L'élément de justice comprend l'équité entre les jeunes et les anciennes générations, les différentes nations et même les différentes espèces. Elle s'applique souvent aux conditions qui nuisent davantage aux personnes qu'à la planète.

Le changement climatique en est un exemple. 

Le rapport utilise la même limite de 1,5 degré Celsius de réchauffement depuis l'ère préindustrielle que celle convenue par les dirigeants internationaux dans l'accord de Paris sur le climat de 2015. Jusqu'à présent, le monde s'est réchauffé d'environ 1,1 degré Celsius, et n'a donc pas franchi cette barrière de sécurité, ont dit M. Rockstrom et Mme Gupta, mais cela ne signifie pas que des personnes n'en souffrent pas. 

«Ce que nous essayons de montrer dans notre article, c'est que même à 1 degré centigrade, les dégâts sont considérables», a déclaré Mme Gupta, en évoquant les dizaines de millions de personnes exposées à des températures extrêmement élevées. 

Le seuil de sécurité planétaire de 1,5 degré n'a pas été franchi, mais la limite de «seulement» 1 degré, où des gens sont affectés, l'a été.

«La durabilité et la justice sont inséparables», a déclaré Chris Field, le responsable des études environnementales à Stanford, qui n'a pas participé à la recherche.

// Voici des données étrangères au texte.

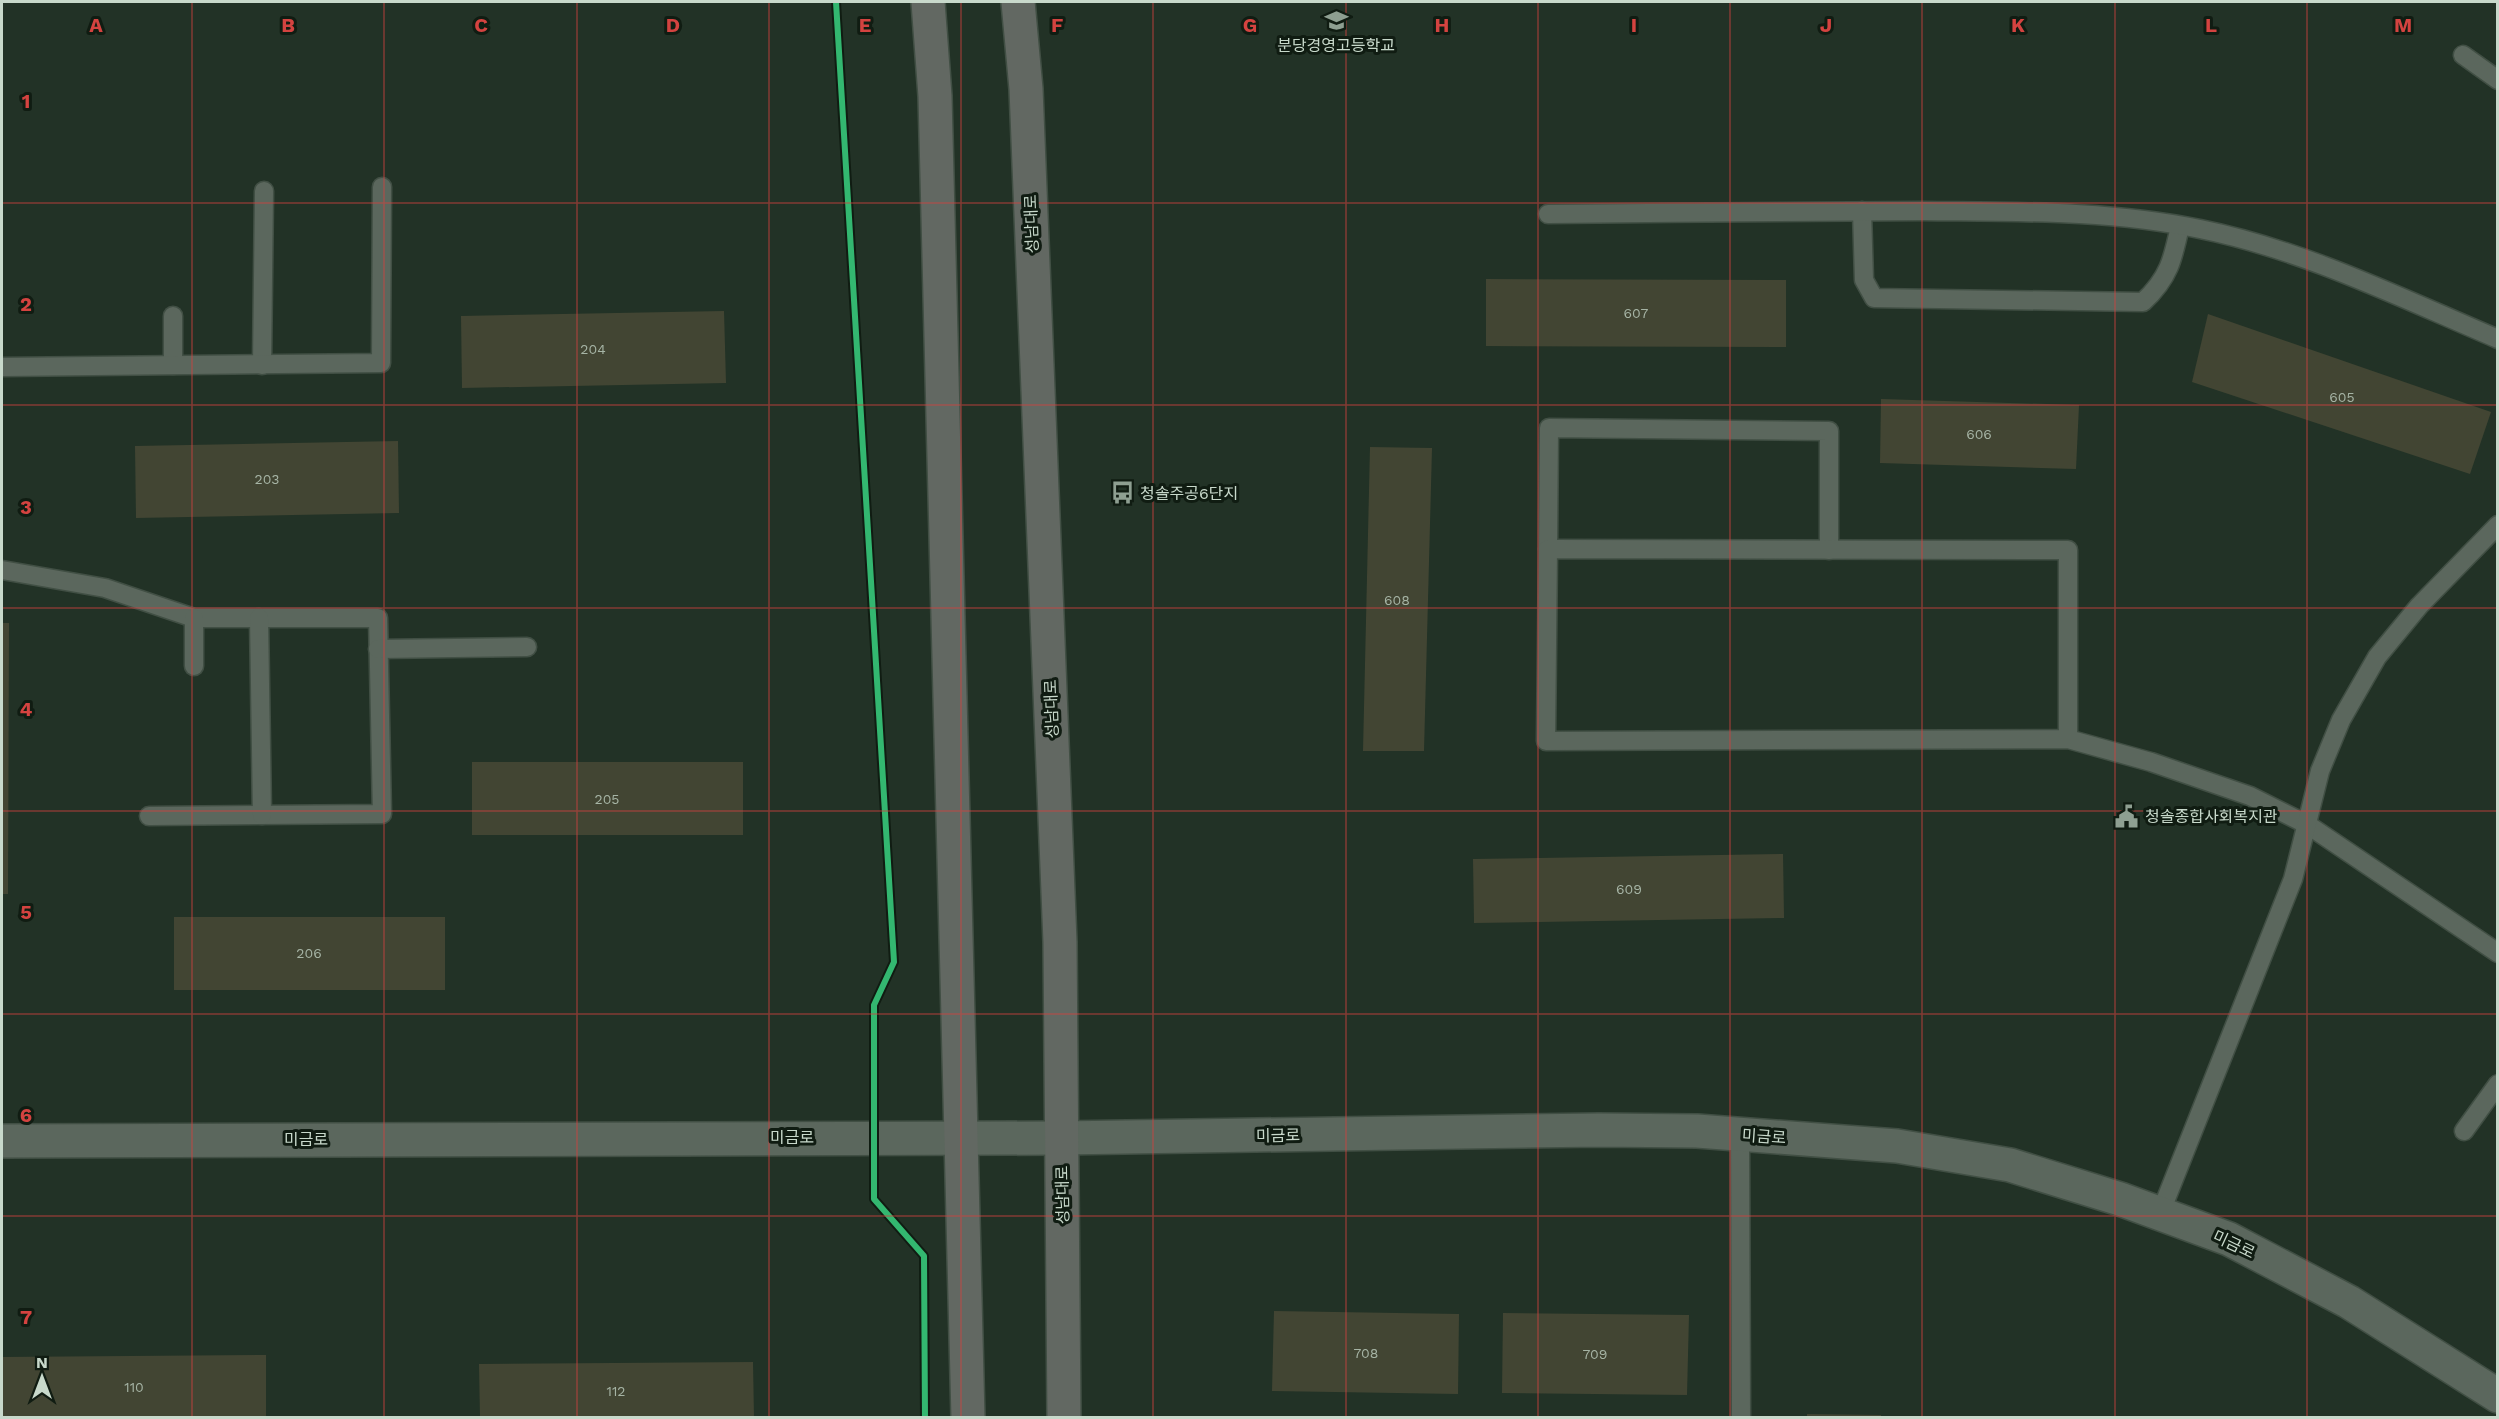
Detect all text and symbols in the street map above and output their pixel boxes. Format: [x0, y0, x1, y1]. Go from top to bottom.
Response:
school or university icon: 분당경영고등학교 [1323, 7, 1349, 33]
text: A [89, 13, 103, 37]
text: B [281, 13, 295, 37]
text: C [474, 13, 488, 37]
text: D [666, 13, 680, 37]
text: E [859, 13, 871, 37]
text: F [1051, 13, 1063, 37]
text: G [1243, 13, 1257, 37]
text: H [1435, 13, 1449, 37]
text: I [1631, 13, 1637, 37]
text: J [1820, 13, 1832, 37]
text: K [2011, 13, 2025, 37]
text: L [2205, 13, 2217, 37]
text: M [2394, 13, 2412, 37]
place label: 분당경영고등학교 [1277, 36, 1395, 55]
text: 1 [22, 89, 30, 113]
street label: 성남대로 [1021, 194, 1042, 254]
text: 2 [20, 292, 32, 316]
house number: 607 [1624, 305, 1649, 321]
house number: 204 [580, 341, 606, 357]
house number: 605 [2329, 389, 2355, 405]
house number: 606 [1966, 426, 1992, 442]
house number: 203 [255, 471, 279, 487]
bus stop icon: 청솔주공6단지 [1109, 480, 1135, 506]
place label: 청솔주공6단지 [1140, 484, 1238, 503]
text: 3 [20, 495, 32, 519]
house number: 608 [1384, 592, 1410, 608]
street label: 성남대로 [1041, 679, 1062, 739]
text: 4 [20, 697, 33, 721]
house number: 205 [594, 791, 620, 807]
public building icon: 청솔종합사회복지관 [2114, 803, 2140, 829]
place label: 청솔종합사회복지관 [2145, 807, 2278, 826]
house number: 609 [1616, 881, 1642, 897]
text: 5 [20, 900, 32, 924]
house number: 206 [296, 945, 322, 961]
text: 6 [20, 1103, 32, 1127]
street label: 미금로 [1741, 1125, 1787, 1148]
street label: 미금로 [1256, 1126, 1301, 1145]
street label: 미금로 [770, 1128, 814, 1147]
street label: 미금로 [284, 1130, 328, 1149]
street label: 성남대로 [1052, 1165, 1073, 1225]
street label: 미금로 [2210, 1227, 2258, 1263]
text: 7 [20, 1305, 32, 1329]
house number: 708 [1354, 1345, 1378, 1361]
house number: 709 [1583, 1346, 1607, 1362]
north arrow [12, 1347, 72, 1407]
text: N [36, 1353, 48, 1372]
house number: 110 [124, 1379, 144, 1395]
house number: 112 [606, 1383, 626, 1399]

Il a dit qu'il souhaiterait des limites encore plus strictes. «Il n'est pas nécessaire que les conditions dangereuses couvrent une grande partie de la surface de la Terre pour qu'elles soient inacceptables, surtout si elles sont concentrées dans des communautés pauvres et vulnérables et à proximité de celles-ci.»

Lynn Goldman, qui est professeure de santé environnementale et la doyenne de l'école de santé publique de l'Université George Washington, a estimé que l'étude était «plutôt audacieuse», mais elle n'est pas convaincue qu'elle débouchera sur des mesures concrètes.